What the exercise asks
A stretch of the entries below is to be set down exactly, running from the line with "display:grid; place-items:center; flex:none;" through the line with "display:flex; align-items:center; justify-content:space-between;", both included, and no other line.
******************************
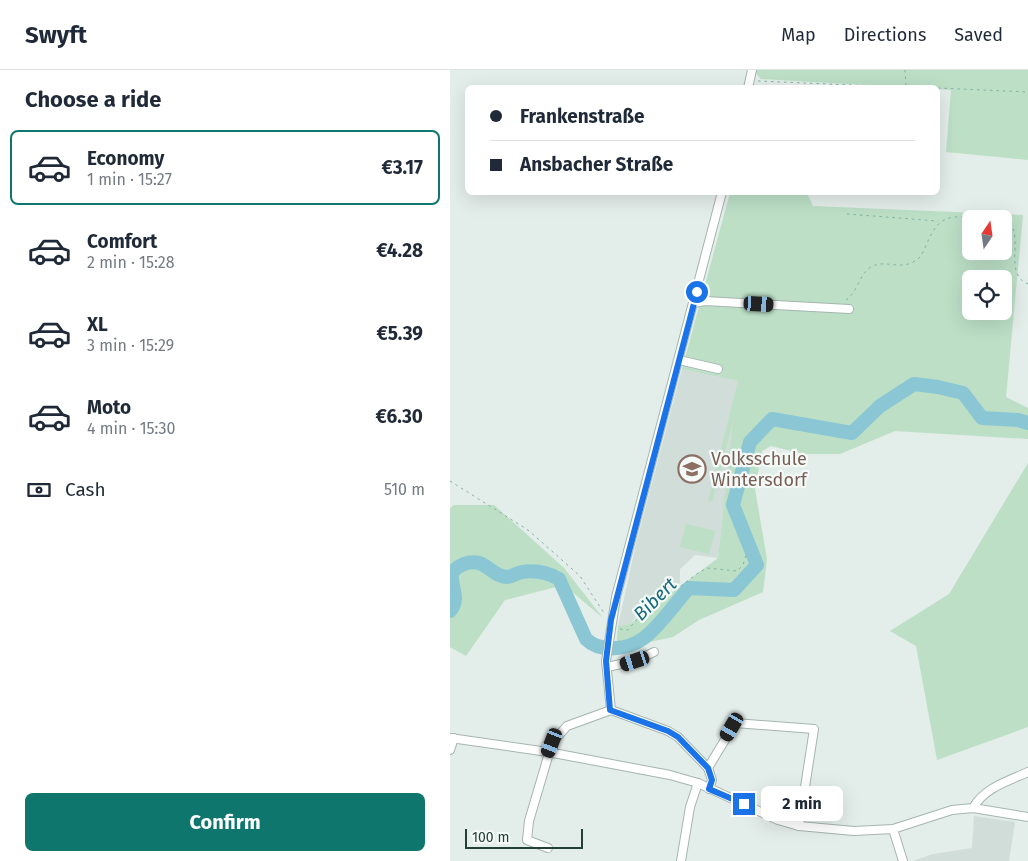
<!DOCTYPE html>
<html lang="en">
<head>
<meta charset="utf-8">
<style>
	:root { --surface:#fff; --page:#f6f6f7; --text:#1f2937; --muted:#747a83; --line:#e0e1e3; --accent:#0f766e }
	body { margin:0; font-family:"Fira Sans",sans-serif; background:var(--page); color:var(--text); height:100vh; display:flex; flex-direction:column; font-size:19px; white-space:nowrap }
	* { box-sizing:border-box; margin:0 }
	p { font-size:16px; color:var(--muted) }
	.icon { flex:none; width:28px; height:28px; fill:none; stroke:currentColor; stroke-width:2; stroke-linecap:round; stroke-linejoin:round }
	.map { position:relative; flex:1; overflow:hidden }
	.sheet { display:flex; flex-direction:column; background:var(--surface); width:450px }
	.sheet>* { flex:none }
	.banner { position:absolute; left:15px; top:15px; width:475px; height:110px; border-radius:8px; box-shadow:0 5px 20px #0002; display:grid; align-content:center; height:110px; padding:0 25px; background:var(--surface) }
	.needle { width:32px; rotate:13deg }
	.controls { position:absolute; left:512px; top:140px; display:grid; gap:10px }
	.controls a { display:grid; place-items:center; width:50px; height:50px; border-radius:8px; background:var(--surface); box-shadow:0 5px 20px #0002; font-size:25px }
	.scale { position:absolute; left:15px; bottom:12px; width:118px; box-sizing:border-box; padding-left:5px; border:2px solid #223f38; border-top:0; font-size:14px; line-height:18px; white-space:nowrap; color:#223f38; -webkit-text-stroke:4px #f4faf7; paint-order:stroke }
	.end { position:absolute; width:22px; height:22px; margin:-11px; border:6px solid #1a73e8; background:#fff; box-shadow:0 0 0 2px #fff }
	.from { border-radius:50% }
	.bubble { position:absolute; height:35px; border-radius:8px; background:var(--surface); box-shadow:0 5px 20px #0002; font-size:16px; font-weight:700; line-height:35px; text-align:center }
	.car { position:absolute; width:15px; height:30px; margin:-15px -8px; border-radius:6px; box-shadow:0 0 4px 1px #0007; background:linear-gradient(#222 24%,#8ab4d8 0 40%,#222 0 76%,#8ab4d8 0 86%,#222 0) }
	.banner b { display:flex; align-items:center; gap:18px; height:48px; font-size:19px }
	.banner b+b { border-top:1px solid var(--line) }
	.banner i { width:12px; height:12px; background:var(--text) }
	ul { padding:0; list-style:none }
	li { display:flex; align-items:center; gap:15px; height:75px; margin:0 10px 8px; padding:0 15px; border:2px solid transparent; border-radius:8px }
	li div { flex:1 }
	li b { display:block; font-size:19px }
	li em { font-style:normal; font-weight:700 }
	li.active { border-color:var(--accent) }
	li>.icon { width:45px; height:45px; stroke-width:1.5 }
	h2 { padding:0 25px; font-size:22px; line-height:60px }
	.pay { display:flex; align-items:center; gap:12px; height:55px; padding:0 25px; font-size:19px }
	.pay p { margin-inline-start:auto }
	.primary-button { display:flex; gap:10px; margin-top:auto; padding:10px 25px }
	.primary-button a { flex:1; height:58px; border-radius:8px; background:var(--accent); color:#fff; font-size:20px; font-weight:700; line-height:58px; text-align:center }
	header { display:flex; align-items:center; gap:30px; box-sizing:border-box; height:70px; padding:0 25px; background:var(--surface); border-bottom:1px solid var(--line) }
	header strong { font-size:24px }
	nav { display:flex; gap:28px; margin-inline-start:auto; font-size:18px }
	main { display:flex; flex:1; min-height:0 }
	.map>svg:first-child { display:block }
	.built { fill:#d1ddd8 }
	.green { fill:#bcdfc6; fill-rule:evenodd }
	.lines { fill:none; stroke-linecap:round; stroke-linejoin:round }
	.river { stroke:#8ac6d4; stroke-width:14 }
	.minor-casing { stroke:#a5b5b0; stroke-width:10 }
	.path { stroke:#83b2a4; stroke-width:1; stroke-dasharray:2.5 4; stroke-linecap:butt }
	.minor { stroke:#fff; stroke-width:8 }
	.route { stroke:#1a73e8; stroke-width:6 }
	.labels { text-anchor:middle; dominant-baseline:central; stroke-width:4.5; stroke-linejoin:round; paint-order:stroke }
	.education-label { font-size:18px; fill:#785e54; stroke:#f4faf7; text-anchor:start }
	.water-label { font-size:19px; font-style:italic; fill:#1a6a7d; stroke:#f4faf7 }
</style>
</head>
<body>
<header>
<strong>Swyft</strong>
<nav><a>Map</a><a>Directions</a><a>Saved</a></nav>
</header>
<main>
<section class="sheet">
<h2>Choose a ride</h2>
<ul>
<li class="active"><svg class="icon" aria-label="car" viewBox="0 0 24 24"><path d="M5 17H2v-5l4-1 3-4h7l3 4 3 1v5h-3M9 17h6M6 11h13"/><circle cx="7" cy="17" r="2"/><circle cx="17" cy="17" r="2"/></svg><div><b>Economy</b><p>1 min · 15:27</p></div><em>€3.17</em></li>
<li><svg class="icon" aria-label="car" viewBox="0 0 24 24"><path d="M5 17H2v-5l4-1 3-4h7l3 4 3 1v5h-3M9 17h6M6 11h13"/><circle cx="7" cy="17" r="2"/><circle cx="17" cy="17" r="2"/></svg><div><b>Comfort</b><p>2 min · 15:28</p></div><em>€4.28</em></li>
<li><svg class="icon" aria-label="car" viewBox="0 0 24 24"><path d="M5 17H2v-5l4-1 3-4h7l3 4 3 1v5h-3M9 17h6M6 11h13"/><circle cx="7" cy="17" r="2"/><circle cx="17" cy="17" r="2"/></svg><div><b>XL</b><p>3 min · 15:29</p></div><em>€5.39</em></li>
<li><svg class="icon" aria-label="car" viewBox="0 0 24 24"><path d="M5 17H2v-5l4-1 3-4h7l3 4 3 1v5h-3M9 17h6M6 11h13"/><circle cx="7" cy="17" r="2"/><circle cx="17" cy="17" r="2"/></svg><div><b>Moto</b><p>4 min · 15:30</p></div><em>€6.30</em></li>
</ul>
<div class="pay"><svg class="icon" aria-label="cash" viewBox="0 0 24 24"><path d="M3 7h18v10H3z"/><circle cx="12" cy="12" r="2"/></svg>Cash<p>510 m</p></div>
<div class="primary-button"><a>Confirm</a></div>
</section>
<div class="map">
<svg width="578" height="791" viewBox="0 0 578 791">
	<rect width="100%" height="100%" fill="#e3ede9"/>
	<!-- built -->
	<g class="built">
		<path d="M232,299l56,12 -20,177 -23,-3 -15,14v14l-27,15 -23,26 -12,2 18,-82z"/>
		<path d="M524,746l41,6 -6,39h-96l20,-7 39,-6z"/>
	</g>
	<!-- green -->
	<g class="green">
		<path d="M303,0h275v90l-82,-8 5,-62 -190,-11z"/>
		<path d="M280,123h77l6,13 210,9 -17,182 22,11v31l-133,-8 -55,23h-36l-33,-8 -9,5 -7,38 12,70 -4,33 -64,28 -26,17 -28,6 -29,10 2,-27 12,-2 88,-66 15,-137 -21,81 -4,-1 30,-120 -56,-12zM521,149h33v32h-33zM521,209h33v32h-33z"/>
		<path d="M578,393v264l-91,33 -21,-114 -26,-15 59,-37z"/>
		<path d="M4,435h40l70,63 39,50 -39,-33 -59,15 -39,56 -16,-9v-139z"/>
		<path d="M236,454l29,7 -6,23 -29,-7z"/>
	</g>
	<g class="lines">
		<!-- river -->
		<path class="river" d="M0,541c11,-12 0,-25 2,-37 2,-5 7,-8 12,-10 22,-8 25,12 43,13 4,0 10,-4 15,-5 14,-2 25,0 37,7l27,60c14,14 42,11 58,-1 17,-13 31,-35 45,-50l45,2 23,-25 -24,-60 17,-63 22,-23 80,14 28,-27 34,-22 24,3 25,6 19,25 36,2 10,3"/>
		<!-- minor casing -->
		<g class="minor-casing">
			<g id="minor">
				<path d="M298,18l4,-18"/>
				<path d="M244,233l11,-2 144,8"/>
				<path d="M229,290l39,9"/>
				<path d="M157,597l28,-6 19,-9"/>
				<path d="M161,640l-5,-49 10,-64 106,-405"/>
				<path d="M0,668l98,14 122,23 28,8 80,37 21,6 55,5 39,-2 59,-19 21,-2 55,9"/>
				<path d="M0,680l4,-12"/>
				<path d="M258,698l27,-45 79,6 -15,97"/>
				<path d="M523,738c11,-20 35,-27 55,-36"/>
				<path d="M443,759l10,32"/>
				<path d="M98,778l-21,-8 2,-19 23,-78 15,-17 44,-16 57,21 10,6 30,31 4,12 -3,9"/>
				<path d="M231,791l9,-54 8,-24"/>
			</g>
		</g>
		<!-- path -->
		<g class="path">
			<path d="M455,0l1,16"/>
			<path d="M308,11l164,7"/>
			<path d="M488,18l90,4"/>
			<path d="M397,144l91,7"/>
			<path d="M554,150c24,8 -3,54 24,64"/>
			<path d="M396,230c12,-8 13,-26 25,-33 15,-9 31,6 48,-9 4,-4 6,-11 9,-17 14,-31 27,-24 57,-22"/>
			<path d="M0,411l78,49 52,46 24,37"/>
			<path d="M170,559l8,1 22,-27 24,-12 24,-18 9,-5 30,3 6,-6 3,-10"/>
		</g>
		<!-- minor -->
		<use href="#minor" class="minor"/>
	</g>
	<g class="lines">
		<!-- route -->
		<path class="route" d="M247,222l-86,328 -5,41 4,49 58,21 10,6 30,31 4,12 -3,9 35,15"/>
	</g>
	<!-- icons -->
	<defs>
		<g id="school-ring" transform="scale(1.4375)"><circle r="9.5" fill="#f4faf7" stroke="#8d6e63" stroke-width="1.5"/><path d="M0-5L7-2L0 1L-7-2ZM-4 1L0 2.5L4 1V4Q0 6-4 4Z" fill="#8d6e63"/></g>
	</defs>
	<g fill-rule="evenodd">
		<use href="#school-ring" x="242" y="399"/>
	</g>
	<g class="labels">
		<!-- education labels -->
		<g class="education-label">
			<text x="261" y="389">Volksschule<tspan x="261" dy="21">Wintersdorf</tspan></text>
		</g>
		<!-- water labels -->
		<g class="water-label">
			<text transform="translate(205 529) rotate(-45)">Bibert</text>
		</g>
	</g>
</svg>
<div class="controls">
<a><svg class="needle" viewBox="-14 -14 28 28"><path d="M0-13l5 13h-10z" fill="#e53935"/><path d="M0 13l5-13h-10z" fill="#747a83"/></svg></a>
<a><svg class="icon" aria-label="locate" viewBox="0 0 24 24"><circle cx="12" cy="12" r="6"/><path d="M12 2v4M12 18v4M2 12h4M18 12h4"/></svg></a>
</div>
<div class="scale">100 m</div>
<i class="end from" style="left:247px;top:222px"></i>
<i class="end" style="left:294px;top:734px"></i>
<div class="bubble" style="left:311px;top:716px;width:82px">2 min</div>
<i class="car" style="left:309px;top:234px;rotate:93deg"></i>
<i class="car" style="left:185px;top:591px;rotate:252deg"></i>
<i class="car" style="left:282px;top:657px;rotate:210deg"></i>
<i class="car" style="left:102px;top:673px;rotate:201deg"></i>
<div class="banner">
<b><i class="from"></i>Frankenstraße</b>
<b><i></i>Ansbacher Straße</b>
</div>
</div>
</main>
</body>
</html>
******************************
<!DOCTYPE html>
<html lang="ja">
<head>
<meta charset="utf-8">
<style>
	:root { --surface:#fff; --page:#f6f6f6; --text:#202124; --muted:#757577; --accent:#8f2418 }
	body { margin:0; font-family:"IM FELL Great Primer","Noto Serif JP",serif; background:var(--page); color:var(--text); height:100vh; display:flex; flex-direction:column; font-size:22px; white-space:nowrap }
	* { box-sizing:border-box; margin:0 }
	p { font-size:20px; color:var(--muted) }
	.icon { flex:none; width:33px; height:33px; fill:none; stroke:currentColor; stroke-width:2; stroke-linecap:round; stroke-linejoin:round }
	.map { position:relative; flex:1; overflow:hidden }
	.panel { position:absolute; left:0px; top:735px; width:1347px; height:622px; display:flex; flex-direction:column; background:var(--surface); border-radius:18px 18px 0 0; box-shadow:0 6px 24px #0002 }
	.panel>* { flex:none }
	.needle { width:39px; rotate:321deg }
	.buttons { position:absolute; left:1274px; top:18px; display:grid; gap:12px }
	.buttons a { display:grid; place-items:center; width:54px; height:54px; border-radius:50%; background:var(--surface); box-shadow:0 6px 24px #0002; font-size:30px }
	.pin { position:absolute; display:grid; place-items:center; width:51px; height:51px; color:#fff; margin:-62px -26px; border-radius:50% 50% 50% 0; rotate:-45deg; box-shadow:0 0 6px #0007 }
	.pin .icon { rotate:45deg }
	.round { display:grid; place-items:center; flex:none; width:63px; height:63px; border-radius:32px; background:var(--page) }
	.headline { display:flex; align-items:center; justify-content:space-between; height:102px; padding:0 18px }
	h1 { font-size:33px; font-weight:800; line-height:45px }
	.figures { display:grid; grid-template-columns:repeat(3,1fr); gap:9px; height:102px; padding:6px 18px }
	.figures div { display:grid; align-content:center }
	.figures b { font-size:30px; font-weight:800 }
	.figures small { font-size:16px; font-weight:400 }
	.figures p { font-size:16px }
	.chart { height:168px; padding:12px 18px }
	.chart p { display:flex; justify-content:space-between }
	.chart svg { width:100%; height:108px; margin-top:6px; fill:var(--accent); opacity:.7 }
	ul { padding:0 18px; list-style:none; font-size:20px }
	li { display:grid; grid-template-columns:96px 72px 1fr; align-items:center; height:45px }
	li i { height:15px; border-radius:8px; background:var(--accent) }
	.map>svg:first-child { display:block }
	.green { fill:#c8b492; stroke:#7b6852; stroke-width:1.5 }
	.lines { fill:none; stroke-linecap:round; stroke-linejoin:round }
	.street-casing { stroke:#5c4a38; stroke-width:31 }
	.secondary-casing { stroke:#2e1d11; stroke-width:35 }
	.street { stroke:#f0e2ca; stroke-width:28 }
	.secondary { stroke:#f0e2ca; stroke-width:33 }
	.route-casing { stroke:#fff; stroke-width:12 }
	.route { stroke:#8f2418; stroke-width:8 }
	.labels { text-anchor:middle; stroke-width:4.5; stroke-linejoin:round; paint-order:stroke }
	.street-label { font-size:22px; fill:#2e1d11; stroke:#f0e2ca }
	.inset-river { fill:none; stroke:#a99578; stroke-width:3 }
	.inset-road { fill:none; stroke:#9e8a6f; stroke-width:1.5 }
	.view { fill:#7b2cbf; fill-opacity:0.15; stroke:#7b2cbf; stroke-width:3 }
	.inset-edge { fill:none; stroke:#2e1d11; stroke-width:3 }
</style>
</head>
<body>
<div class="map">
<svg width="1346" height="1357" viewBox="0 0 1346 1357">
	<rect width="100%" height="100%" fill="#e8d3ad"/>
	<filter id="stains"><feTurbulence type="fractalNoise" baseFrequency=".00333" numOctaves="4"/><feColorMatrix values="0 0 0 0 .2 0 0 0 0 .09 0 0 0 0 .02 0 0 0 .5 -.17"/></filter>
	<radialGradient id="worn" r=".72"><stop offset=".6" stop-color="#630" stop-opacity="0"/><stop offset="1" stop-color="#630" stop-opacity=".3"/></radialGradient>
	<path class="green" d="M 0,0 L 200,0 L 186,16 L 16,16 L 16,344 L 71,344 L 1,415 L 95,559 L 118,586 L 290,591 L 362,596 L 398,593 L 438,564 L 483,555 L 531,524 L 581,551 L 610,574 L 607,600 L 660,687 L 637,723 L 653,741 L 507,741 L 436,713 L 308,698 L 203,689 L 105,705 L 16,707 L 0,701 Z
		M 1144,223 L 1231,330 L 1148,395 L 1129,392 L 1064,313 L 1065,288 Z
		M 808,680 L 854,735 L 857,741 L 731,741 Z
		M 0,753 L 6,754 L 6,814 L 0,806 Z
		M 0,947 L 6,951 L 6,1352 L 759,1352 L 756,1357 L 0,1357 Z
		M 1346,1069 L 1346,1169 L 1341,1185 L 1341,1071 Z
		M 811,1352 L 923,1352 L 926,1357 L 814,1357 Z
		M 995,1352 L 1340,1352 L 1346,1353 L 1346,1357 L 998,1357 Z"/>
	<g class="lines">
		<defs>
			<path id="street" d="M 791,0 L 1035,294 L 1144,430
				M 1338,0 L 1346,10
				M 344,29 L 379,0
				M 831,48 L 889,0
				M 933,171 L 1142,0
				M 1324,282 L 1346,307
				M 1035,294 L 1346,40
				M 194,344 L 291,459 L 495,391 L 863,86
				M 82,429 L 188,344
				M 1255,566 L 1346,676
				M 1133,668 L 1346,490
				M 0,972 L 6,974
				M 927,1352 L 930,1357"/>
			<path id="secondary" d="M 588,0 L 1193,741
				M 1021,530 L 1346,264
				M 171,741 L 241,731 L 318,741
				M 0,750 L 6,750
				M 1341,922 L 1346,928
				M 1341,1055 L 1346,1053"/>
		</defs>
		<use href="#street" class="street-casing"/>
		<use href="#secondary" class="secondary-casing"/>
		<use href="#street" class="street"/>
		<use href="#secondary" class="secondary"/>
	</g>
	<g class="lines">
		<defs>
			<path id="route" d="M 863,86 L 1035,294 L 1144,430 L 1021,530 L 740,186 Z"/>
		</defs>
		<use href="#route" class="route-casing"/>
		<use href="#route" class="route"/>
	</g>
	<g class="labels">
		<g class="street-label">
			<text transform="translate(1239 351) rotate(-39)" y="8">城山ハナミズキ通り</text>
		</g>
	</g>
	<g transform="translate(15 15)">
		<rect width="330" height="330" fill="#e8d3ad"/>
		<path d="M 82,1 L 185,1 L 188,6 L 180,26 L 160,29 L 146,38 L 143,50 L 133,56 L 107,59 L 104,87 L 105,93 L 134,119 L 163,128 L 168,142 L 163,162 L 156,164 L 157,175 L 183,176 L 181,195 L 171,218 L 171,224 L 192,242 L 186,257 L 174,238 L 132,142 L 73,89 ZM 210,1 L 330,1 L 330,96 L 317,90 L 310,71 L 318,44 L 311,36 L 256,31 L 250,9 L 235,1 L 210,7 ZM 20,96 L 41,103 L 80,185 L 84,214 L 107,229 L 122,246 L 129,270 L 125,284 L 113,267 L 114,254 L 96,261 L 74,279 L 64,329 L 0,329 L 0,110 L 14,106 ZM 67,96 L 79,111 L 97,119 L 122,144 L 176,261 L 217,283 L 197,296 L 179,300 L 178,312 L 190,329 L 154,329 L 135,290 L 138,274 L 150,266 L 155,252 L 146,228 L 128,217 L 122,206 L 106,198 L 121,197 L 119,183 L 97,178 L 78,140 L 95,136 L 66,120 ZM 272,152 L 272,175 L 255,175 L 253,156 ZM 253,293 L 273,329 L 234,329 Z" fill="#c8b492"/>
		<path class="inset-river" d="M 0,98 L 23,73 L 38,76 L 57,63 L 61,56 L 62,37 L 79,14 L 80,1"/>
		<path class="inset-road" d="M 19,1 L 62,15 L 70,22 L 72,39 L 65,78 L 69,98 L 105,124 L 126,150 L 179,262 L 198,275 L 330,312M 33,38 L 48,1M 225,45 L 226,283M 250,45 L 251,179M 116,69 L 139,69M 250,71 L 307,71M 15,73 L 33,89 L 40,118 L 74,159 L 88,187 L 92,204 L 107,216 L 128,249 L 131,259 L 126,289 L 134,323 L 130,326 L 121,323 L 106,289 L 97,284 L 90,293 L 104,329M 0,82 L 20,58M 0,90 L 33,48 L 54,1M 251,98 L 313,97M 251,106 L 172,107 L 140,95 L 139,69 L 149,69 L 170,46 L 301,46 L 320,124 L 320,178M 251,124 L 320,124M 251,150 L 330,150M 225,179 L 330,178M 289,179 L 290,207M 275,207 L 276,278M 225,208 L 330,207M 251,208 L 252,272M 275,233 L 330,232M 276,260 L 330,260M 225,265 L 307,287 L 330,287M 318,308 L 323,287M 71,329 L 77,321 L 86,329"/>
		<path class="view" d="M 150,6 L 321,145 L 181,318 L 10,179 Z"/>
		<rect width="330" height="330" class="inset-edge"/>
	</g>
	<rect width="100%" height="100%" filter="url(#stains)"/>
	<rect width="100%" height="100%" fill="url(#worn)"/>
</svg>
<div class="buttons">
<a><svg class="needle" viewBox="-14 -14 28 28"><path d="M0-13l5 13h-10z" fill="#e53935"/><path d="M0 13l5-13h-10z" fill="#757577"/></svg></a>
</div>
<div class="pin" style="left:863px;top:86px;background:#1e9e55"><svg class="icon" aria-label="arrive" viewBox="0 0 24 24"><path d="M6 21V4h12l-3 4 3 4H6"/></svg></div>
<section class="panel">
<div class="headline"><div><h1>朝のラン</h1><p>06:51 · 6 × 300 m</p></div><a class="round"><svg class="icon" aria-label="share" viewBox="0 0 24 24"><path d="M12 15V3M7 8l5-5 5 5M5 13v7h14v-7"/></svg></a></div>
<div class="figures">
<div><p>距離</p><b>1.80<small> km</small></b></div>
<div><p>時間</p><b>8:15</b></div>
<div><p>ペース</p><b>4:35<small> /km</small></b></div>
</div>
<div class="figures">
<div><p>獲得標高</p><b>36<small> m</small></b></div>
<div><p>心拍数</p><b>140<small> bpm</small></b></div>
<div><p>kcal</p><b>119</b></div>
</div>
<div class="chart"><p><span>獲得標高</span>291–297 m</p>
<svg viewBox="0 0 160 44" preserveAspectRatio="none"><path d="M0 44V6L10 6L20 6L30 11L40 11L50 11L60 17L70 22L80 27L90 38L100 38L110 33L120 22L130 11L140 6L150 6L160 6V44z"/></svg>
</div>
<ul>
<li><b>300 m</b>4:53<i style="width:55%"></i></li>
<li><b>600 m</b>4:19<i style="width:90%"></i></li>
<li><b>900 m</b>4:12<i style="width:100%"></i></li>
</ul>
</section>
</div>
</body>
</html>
******************************
Written solution
	.round { display:grid; place-items:center; flex:none; width:63px; height:63px; border-radius:32px; background:var(--page) }
	.headline { display:flex; align-items:center; justify-content:space-between; height:102px; padding:0 18px }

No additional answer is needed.